America’s prudishness is a European meme that irks me almost as much its cousin: the “American’s don’t understand irony” meme. This is the same America that brought the world The Onion, The Daily Show, Tom Lehrer and Mark Twain.

The truth is that big American sites do censor content, sometimes hilariously so: this week Microsoft booted a kid from their XBox Live platform when he mentioned on his profile that he’s from Fort Gay, West Virginia (he is). But here’s something that’s also true: eight years ago, I created a website, called ‘Think Of The Children’ which parodied the media hysteria (at the time) over alleged paedophiles living in our midst. A few days later, my hosting company – Host Europe (note that second word, no Americans there) – closed the site down after the police contacted them to say they’d received complaints from people who were offended. In America that level of police interference simply couldn’t happen (at least not without a first amendment shit-storm).

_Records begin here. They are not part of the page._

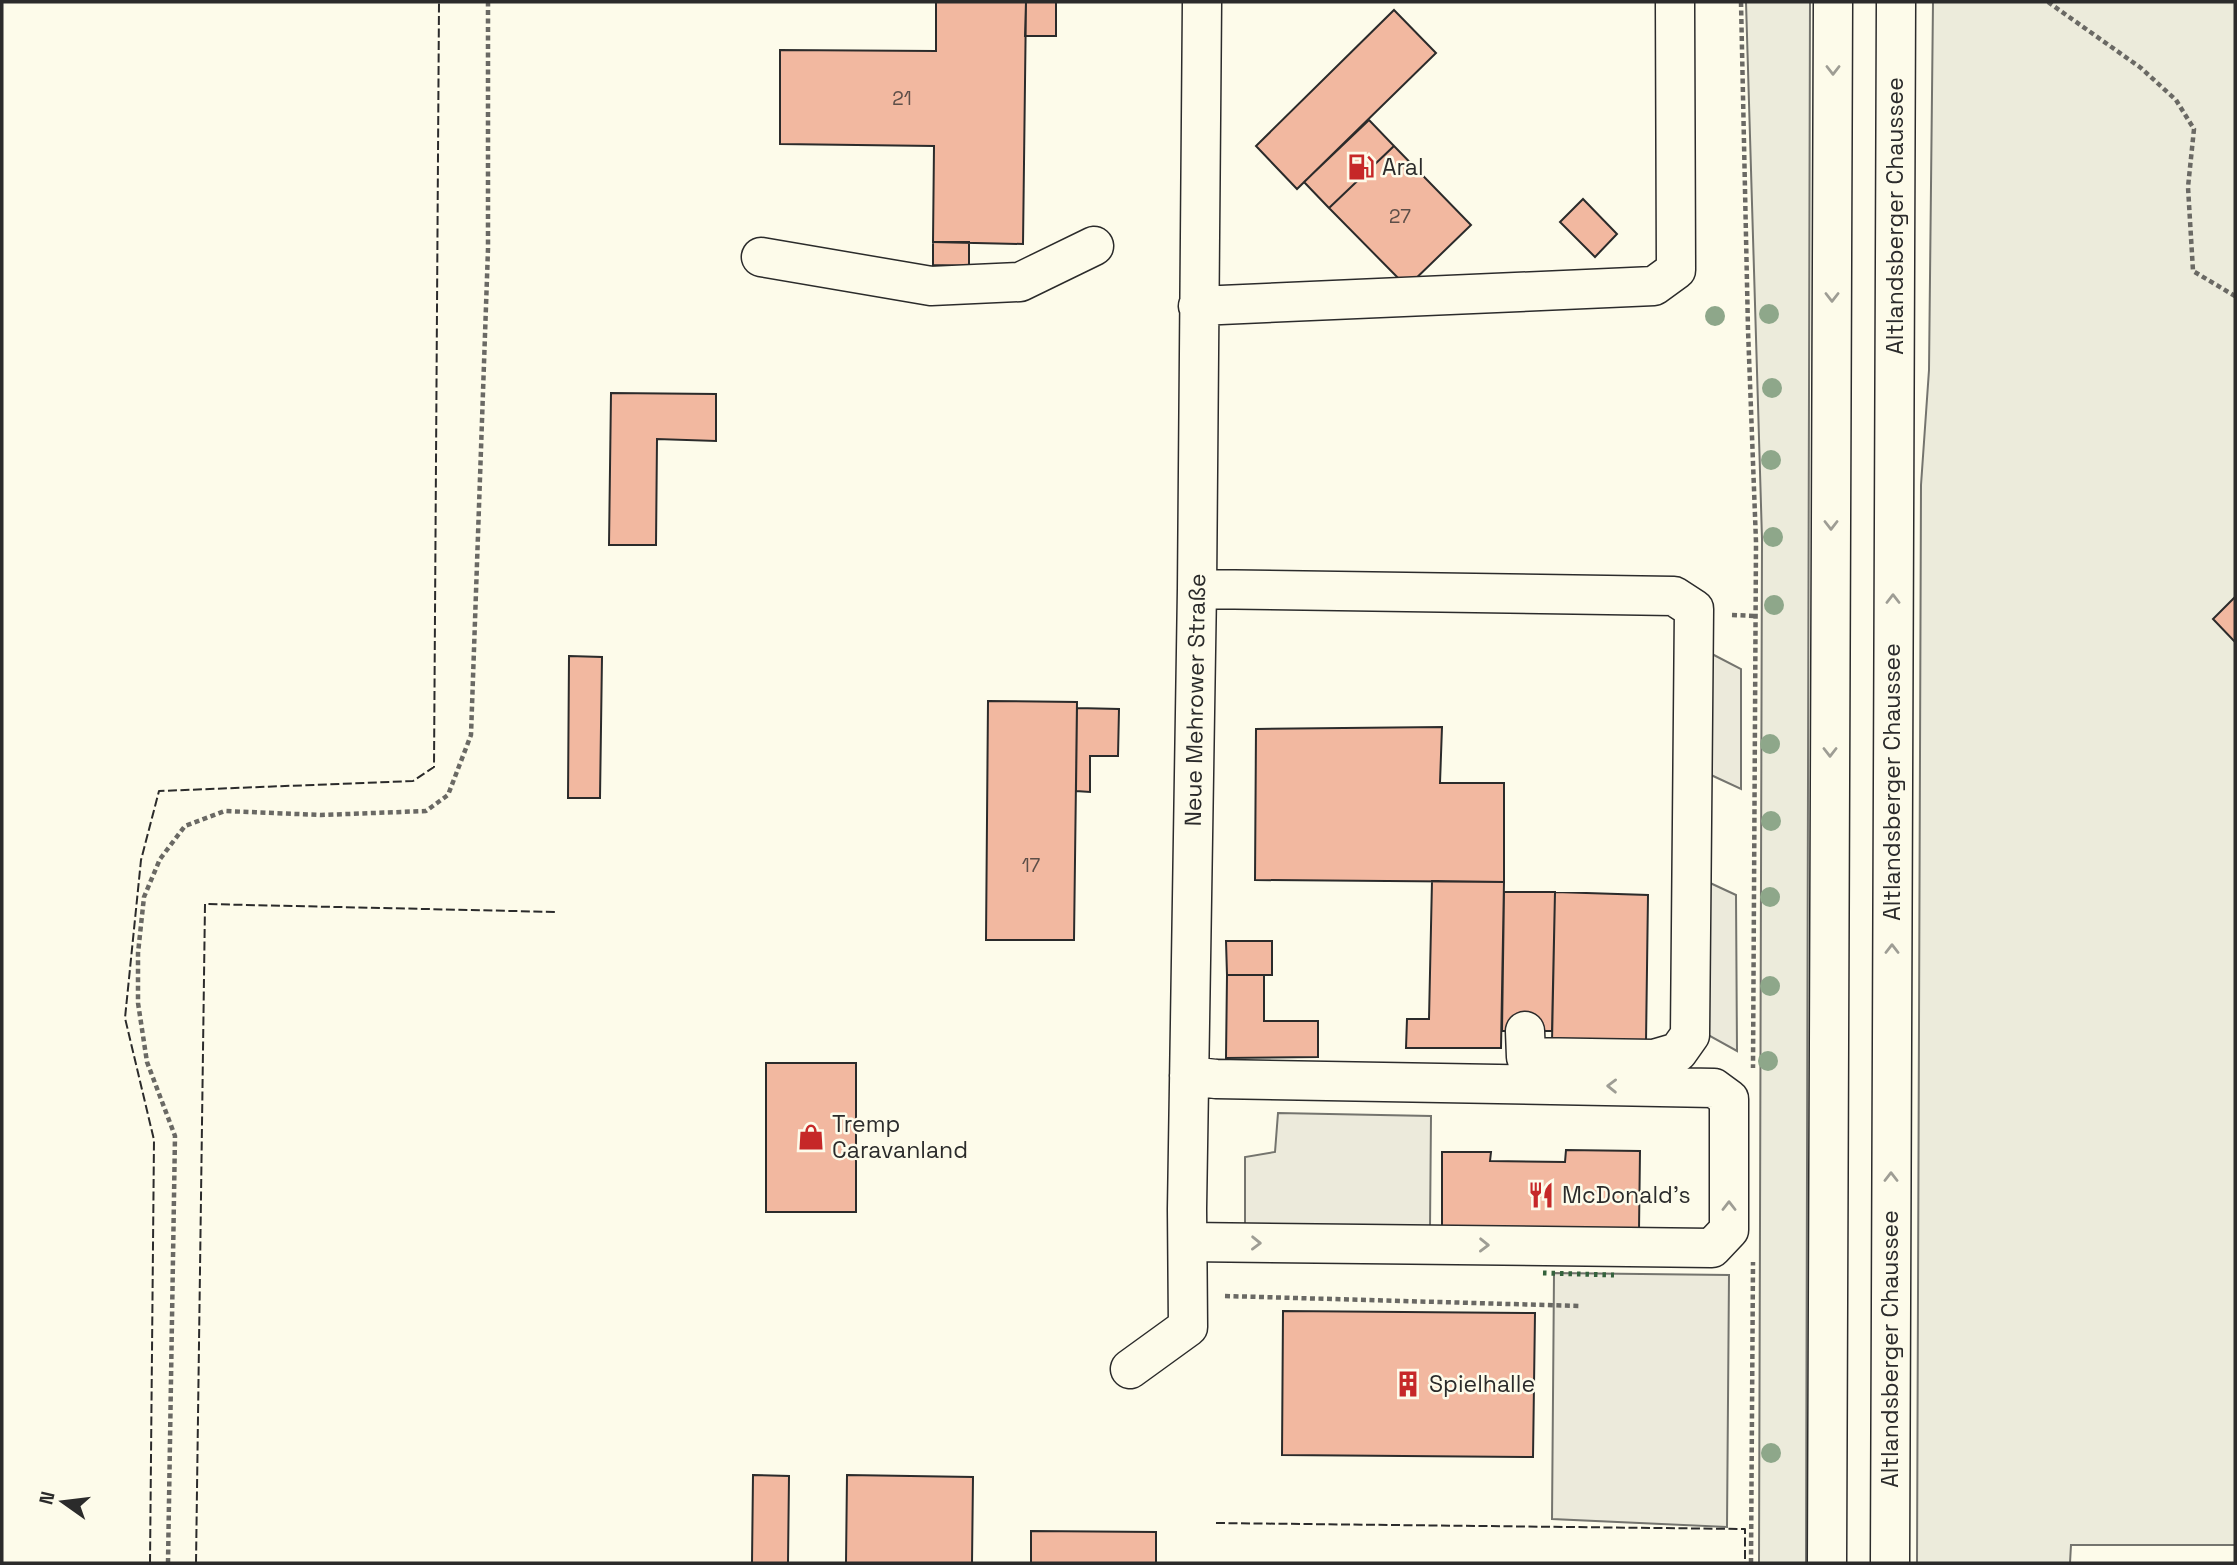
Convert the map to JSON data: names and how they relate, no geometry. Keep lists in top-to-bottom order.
{
  "streets": {
    "main road": ["Altlandsberger Chaussee", "Neue Mehrower Straße"]
  },
  "places": {
    "fuel station": ["Aral"],
    "shop": ["Tremp Caravanland"],
    "restaurant": ["McDonald's"],
    "building": ["Spielhalle"]
  },
  "house_numbers": ["21", "27", "17"],
  "north": "left"
}
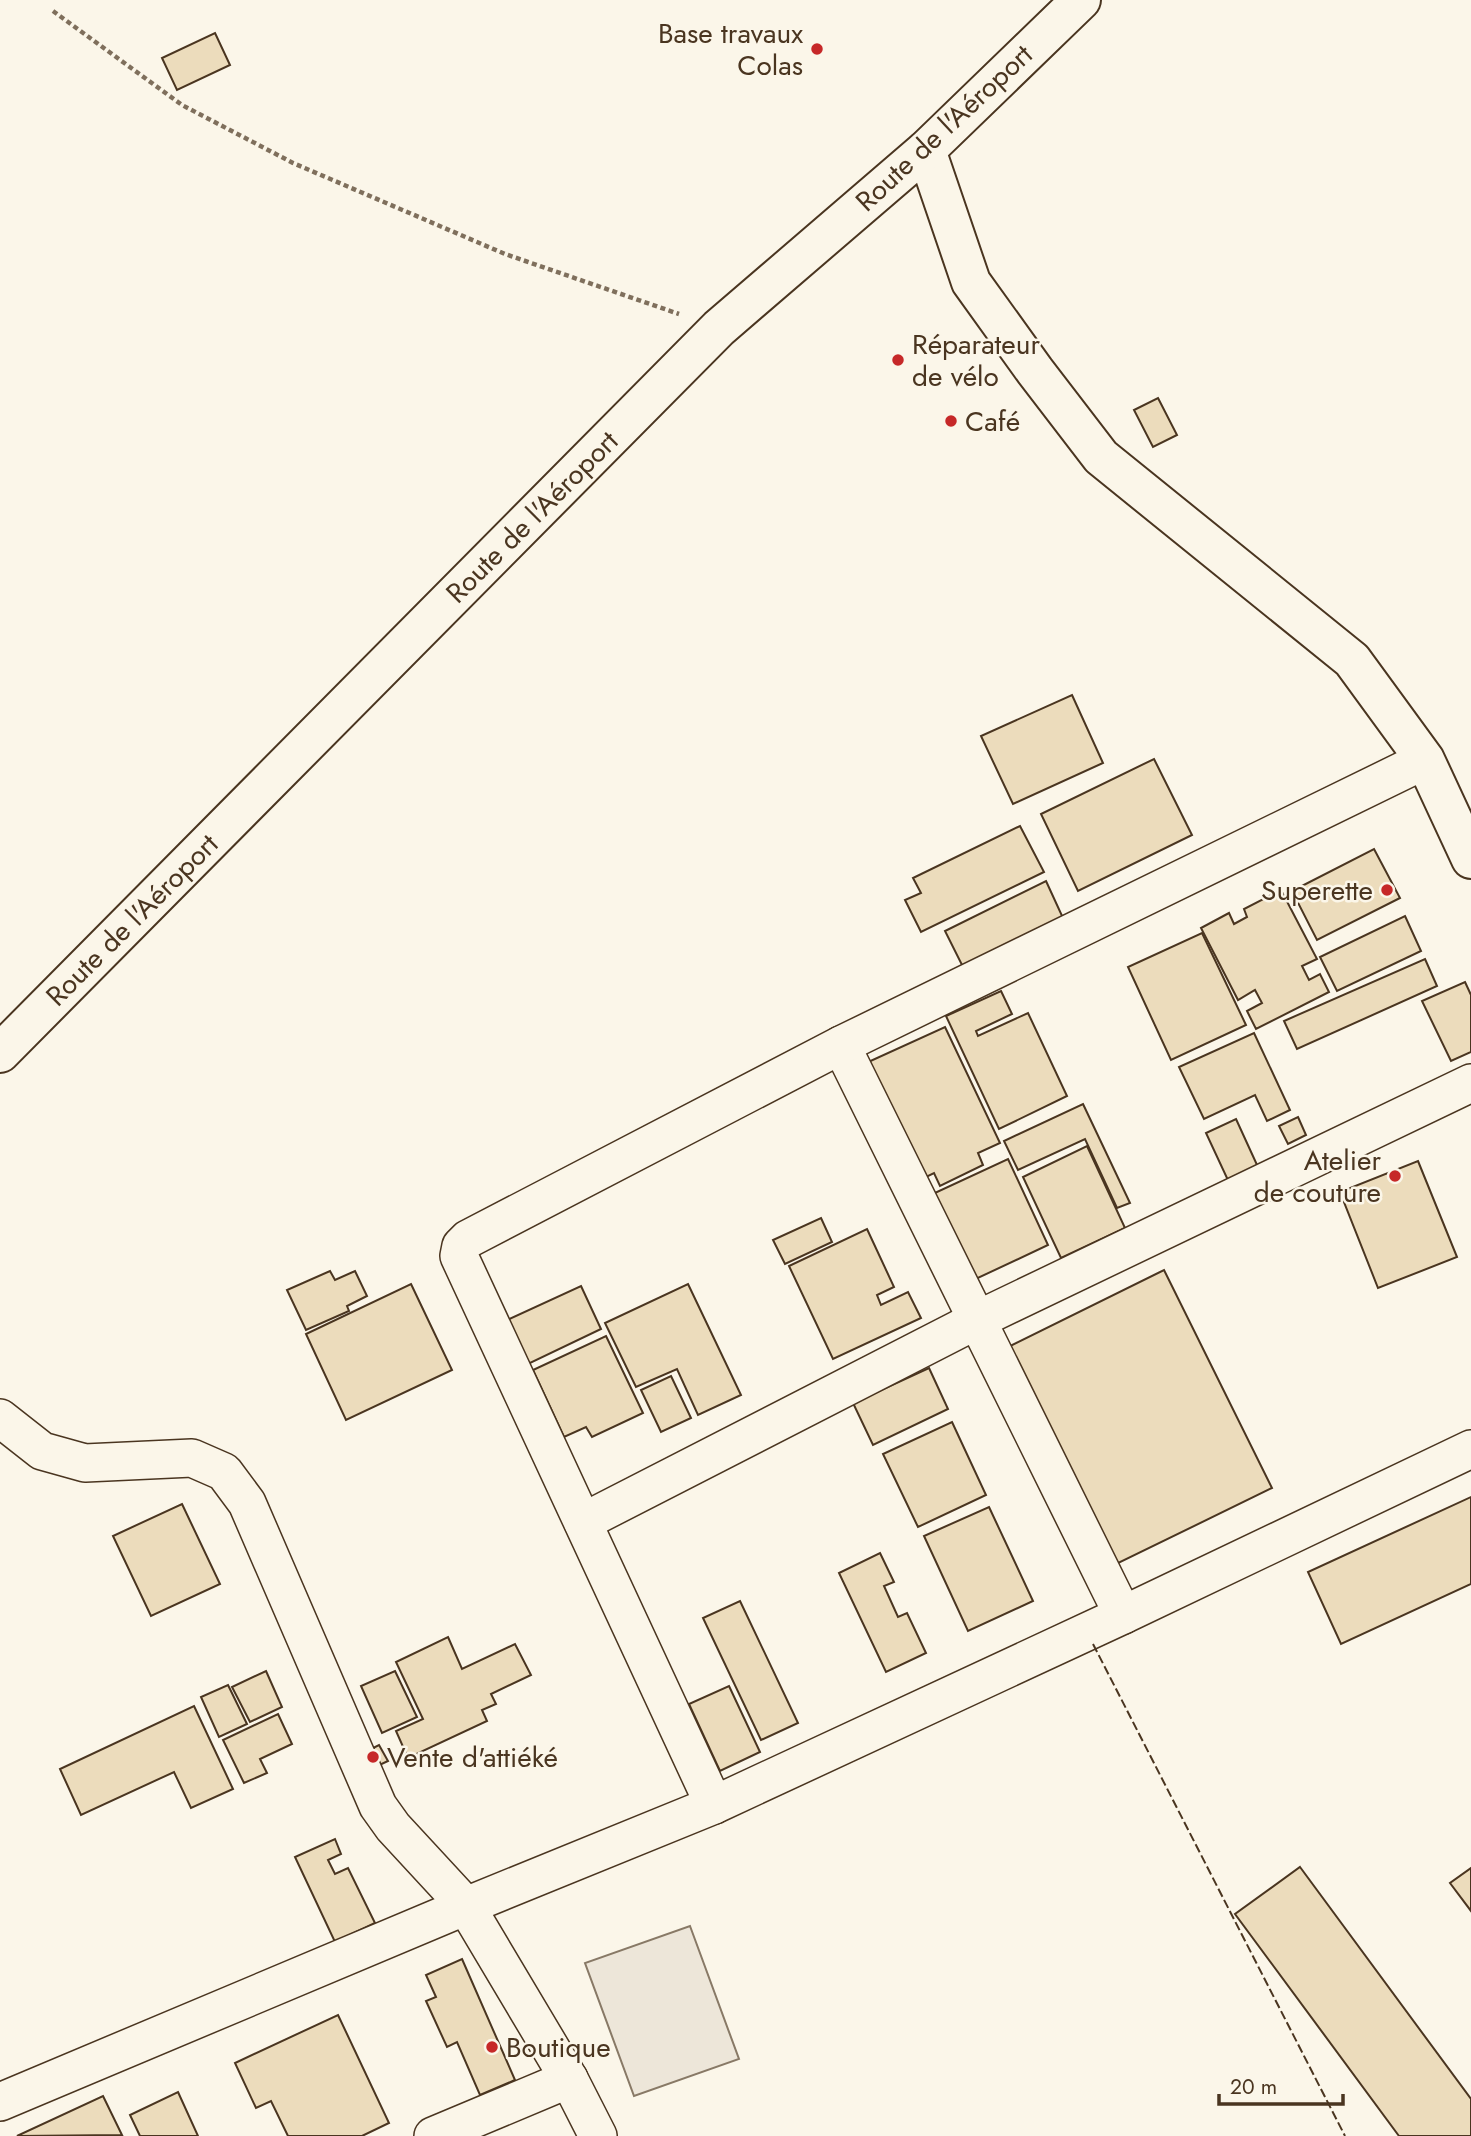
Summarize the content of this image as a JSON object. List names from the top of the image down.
{
  "streets": {
    "street": ["Route de l'Aéroport"]
  },
  "places": [
    "Base travaux Colas",
    "Réparateur de vélo",
    "Café",
    "Superette",
    "Atelier de couture",
    "Vente d'attiéké",
    "Boutique"
  ],
  "scale_bar": "20 m"
}
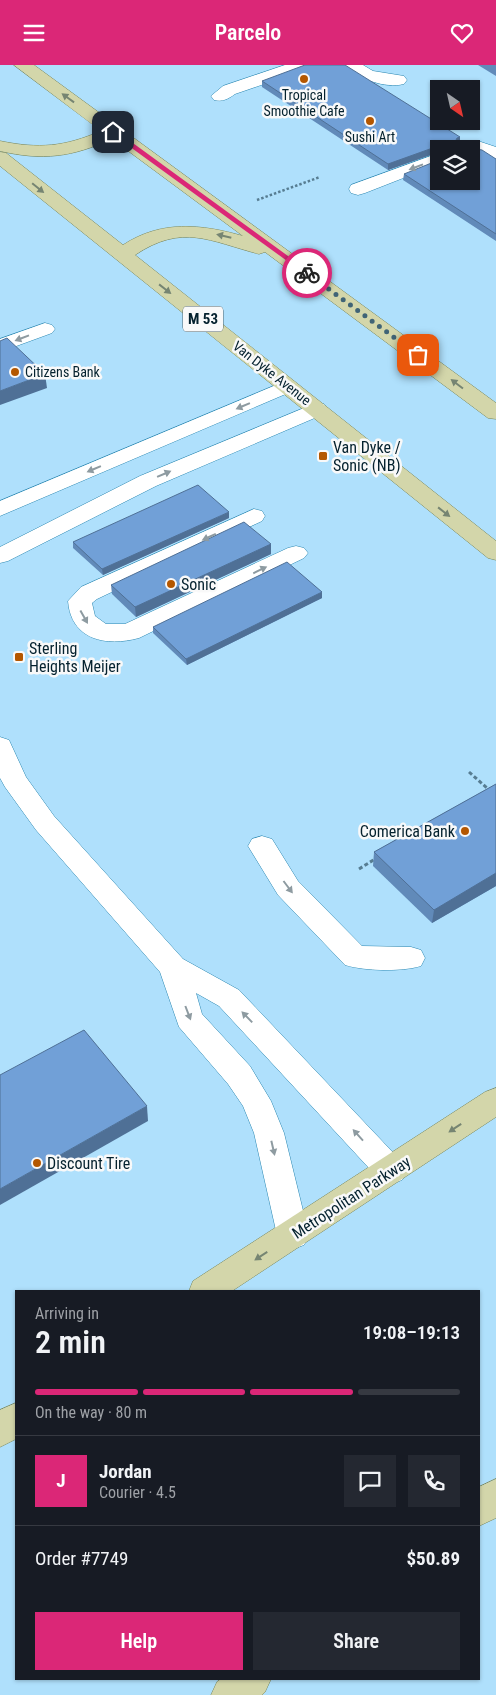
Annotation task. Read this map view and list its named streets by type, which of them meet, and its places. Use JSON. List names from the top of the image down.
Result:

As for the question of whether American standards are more prudish than British or European ones, how about when – two years after the Think Of The Children incident – the BBC very generously wrote about The Friday Thing, a satirical weekly email I used to edit. And then a week after posting the story, they removed the link to our site because we’d added a story to the front page, titled “Fuck Off Mr Chips” (slightly broken link: here). The editor at the BBC was very apologetic but explained, “our audience don’t like that word.”

And therein lies the point. It’s not that America is more prudish than Europe, it’s that big companies – or websites or news organisations – are more prudish than small ones. It’s a choice those services willingly make: censoring words, images and ideas which fall outside the lowest common denominator boundaries of the majority of their millions of users. It doesn’t matter whether those users are America or British or Belgian or Martian – very few people will abandon a publication or a site because of content that *doesn’t* appear, but millions might because of what *does*. It’s the media version of the old corporate maxim: no-one ever got fired for saying no.

The reason why American sites appear more prudish has to do with availability bias: America is home to the vast majority of the largest sites in the western world. If Facebook were based on London it’d be just as censorious as the BBC. Same goes for Google or MySpace or YouTube or any other mass-market property.

But here’s what’s heartening about America. Unlike Europe and particularly the UK, the US isn’t hamstrung by draconian libel laws (especially not after title 28 of the United States Code was amended to prevent US courts upholding foreign libel verdicts), nor can the state interfere with free speech (EU law is supposed to grant similar protection to citizens of member states, but no one appears to have told the police in those states). As a result, American entrepreneurs are much more free to create sites in response to market demand rather than government pressure (as Mike points out here, even the Craigslist decision was a popular one, not a legal one).

For every Facebook group that gets closed down, there are a thousand active Tumblrs full of hardcore porn (trust me, if breast feeding’s your thing, you’re golden). For every YouTube there’s a Redtube; for every Google, there’s a Chilling Effects.

American has come a long way since Lenny Bruce. Today, more than most other countries in the world, the USA boasts both extreme freedom of choice when it comes to “offensive” content and also a population big enough to render even the most offensive speech commercially viable. Indeed, “Prudish America” may have introduced linguistic atrocities like “restroom” and “vajayjay” to the popular lexicon but the land of the free also gave us – and popularlised through sites like Urbandictionary.com – the “nip slip” and the “camel toe”, not to mention two girls one cup (made by a Brazilian but popularised through American sites and TV shows) and snakes on a motherfucking plane.

If US dominance of the Internet is having any effect, it’s in spreading those choices to the rest of the world: widening the range of ways in which everyone – no matter where they live – might choose to be offended. God bless it for that.